Post Office (Offences) Act 1837
- Parliament of the United Kingdom
- Long title: An Act for consolidating the Laws relative to Offences against the Post Office of the United Kingdom, and for regulating the judicial Administration of the Post Office Laws, and for explaining certain Terms and Expressions employed in those Laws.
- Citation: 7 Will. 4 & 1 Vict. c. 36
- Territorial extent: United Kingdom; Isle of Man; Jersey; Guernsey; Sark; Alderney;

Dates
- Royal assent: 12 July 1837
- Commencement: 1 August 1837
- Repealed: 1 May 1909

Other legislation
- Amends: See § Repealed enactments
- Repeals/revokes: See § Repealed enactments
- Amended by: Public Authorities Protection Act 1893;
- Repealed by: Post Office Act 1908
- Relates to: Post Office (Repeal of Laws) Act 1837; Post Office (Management) Act 1837; Postage Act 1837; Postage Act 1837;

Status: Repealed

Text of statute as originally enacted

= Post Office (Offences) Act 1837 =

Act of the Parliament of the United Kingdom

The Post Office (Offences) Act 1837 (7 Will. 4 & 1 Vict. c. 36) was an act of the Parliament of the United Kingdom that consolidated enactments relating to offences against the Post Office of the United Kingdom.

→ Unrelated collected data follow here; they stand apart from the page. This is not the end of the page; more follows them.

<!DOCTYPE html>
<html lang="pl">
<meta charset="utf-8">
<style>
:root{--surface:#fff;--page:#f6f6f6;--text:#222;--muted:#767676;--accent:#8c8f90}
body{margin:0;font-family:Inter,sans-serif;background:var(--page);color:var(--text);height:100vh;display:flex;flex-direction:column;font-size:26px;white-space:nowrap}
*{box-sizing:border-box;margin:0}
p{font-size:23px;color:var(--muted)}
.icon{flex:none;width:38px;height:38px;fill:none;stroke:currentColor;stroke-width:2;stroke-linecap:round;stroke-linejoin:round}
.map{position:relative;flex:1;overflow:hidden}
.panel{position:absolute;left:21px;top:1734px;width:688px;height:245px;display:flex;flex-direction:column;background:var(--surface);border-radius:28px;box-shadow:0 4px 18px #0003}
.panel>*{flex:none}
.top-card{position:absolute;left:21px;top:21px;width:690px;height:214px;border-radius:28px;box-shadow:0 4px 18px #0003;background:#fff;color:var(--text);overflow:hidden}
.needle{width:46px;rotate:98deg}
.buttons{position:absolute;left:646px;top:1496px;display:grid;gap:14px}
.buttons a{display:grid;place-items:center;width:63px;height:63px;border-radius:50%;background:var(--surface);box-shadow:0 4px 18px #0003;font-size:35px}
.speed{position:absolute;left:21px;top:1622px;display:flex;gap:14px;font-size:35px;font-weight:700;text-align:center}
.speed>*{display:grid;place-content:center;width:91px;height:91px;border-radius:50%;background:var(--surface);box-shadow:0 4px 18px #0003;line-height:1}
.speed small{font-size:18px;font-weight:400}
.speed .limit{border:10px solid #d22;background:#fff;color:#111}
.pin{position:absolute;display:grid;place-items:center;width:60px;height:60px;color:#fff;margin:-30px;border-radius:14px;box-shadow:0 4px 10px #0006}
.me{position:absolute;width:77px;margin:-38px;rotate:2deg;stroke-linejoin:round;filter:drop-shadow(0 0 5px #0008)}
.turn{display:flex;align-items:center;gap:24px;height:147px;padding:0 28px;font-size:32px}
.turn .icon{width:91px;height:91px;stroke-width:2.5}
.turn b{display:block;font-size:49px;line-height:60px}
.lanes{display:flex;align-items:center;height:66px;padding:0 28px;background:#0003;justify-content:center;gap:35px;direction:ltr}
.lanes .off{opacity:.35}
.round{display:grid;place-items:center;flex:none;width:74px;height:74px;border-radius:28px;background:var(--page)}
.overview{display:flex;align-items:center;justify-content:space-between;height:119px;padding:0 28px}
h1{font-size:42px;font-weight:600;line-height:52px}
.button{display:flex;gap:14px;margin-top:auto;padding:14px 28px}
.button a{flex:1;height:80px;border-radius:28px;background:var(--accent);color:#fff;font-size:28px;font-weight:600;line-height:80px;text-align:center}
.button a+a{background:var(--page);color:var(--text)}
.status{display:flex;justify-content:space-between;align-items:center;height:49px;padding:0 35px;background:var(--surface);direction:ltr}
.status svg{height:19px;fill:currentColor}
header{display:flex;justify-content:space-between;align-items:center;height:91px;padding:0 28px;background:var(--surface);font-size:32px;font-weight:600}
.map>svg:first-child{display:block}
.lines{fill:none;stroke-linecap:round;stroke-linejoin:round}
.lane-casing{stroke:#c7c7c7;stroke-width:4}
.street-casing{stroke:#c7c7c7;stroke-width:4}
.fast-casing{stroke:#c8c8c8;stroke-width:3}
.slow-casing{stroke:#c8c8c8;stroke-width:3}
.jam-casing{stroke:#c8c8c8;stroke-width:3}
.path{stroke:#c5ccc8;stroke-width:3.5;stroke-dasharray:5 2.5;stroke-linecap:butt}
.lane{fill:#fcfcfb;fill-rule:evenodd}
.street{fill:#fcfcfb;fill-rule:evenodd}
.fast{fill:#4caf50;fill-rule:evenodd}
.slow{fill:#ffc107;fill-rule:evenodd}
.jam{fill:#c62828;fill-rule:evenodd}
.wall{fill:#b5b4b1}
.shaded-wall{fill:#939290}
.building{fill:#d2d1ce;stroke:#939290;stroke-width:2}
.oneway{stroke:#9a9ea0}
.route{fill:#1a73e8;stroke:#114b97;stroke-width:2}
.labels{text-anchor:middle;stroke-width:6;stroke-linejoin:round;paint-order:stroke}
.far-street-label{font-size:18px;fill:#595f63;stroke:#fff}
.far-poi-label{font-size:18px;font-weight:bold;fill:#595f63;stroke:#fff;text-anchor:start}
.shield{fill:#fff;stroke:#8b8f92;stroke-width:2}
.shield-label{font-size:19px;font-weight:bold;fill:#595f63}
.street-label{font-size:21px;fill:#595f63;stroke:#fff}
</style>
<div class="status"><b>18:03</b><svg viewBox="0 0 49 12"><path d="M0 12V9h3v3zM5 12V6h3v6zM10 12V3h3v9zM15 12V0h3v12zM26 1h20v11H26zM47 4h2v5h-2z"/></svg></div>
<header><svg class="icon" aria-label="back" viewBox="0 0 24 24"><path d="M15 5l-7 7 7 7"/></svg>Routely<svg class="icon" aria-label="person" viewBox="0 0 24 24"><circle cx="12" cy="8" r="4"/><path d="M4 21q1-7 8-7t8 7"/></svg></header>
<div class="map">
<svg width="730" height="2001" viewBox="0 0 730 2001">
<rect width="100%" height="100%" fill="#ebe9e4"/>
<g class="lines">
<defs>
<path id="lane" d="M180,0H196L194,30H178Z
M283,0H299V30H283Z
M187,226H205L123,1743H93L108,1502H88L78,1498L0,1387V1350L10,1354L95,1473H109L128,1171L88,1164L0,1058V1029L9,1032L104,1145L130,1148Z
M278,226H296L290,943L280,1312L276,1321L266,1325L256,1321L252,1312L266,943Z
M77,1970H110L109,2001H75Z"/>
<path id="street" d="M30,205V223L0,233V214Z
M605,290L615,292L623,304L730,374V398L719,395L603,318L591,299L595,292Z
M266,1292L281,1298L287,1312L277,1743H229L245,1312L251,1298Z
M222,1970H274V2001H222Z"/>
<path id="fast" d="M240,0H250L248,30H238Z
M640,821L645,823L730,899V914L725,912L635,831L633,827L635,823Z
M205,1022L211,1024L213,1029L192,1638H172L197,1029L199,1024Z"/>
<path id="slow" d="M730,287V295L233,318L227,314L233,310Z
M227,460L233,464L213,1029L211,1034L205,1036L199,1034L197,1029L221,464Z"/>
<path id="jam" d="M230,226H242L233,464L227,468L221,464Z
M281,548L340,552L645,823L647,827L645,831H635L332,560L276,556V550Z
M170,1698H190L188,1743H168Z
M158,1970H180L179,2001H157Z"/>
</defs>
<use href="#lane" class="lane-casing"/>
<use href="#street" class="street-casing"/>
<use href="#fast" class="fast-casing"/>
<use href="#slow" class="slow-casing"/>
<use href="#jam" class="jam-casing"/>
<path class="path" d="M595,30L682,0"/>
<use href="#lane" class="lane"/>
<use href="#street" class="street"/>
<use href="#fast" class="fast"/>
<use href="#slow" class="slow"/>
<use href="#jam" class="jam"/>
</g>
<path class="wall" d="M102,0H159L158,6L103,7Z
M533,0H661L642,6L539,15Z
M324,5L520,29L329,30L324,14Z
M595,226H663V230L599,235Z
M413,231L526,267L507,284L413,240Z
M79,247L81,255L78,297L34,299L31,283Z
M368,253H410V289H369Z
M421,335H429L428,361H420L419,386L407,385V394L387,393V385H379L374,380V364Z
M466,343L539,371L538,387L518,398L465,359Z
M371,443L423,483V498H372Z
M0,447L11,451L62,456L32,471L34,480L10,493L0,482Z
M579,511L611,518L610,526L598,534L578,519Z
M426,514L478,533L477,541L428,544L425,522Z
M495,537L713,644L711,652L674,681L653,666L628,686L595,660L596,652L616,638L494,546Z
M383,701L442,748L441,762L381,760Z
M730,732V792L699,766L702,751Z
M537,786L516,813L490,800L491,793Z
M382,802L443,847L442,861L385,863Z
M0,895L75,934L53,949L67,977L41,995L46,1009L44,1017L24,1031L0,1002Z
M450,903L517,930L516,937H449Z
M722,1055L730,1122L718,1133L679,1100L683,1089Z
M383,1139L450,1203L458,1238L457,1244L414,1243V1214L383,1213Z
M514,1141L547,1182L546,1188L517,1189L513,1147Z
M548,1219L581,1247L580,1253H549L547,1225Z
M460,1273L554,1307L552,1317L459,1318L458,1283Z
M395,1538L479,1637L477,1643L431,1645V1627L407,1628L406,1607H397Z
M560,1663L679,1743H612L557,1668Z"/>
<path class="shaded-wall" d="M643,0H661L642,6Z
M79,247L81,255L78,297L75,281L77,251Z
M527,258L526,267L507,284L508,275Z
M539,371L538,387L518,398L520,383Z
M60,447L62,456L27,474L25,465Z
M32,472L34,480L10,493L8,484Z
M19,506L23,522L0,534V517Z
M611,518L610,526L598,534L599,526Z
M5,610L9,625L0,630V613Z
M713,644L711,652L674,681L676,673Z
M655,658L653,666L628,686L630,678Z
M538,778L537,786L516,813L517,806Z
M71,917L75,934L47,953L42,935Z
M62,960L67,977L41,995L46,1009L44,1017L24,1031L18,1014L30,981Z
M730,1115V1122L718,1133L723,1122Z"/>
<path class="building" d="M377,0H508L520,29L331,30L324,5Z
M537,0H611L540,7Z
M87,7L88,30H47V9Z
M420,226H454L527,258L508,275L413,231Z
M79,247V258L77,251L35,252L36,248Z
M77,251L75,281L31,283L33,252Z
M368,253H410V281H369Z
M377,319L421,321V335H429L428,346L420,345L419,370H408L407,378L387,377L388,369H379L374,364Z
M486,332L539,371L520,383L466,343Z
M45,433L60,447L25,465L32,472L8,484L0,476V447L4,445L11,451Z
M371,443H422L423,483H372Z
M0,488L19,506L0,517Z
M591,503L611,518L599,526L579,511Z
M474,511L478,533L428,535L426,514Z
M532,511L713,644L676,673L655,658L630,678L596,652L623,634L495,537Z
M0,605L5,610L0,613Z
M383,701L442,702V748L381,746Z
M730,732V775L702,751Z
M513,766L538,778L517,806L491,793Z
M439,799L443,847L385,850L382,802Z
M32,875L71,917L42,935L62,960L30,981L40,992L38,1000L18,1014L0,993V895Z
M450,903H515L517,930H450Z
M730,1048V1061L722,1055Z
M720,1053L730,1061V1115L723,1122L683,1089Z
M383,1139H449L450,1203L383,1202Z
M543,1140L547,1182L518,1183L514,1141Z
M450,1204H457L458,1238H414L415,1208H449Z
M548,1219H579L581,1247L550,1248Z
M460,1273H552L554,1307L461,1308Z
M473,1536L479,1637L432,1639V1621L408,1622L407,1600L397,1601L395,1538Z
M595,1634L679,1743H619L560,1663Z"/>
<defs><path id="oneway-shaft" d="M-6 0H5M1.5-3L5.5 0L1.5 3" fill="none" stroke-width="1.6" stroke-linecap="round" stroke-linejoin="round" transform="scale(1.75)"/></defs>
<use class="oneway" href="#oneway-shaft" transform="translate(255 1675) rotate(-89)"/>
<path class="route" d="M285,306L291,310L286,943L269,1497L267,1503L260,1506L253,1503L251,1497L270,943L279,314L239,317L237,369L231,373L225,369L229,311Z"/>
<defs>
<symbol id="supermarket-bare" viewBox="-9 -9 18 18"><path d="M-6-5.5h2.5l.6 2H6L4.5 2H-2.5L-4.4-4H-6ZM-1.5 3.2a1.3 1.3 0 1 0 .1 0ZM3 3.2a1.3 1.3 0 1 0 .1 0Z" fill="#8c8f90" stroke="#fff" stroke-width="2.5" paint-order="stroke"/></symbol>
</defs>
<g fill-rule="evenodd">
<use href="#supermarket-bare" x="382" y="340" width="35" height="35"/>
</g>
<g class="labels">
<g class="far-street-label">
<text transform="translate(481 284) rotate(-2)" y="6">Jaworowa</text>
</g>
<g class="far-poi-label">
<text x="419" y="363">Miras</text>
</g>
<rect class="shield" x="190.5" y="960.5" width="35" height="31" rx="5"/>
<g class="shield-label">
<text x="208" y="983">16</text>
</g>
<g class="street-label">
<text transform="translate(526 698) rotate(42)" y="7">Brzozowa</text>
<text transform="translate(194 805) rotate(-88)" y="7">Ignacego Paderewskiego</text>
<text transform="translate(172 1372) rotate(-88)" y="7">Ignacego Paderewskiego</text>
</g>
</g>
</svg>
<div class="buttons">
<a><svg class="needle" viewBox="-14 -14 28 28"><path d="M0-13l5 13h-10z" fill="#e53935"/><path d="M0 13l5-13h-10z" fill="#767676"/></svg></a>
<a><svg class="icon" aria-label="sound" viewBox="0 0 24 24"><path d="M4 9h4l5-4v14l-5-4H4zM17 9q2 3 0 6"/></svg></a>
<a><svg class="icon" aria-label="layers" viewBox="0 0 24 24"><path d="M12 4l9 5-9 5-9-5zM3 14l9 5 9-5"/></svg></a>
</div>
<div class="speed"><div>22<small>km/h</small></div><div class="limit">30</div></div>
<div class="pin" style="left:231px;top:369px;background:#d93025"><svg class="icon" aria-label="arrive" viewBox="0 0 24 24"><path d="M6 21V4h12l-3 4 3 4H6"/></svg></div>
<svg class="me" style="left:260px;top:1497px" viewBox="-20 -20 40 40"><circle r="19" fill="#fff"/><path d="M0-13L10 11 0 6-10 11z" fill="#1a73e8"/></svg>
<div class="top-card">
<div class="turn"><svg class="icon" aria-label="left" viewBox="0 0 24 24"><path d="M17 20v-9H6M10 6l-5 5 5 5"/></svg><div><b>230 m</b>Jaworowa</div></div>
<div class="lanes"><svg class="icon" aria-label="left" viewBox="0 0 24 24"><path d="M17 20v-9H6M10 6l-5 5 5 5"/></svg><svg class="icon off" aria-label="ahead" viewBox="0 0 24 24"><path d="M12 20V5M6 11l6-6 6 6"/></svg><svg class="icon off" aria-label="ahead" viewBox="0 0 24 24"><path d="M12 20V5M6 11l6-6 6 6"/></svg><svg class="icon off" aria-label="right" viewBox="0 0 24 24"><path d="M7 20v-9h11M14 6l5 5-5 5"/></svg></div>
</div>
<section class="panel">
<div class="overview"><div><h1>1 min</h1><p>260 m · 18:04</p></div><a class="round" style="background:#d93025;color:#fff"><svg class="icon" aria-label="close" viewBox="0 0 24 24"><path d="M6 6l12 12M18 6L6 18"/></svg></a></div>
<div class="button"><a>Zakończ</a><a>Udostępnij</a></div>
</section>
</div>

== Subsequent developments ==
Section 46 of the act was repealed by section 2 of, and the schedule to, the Public Authorities Protection Act 1893 (56 & 57 Vict. c. 61), which came into force on 1 January 1894.

The whole act was repealed by section 92 of, and the second schedule to, the Post Office Act 1908 (8 Edw. 7. c. 48), which came into force on 1 May 1909.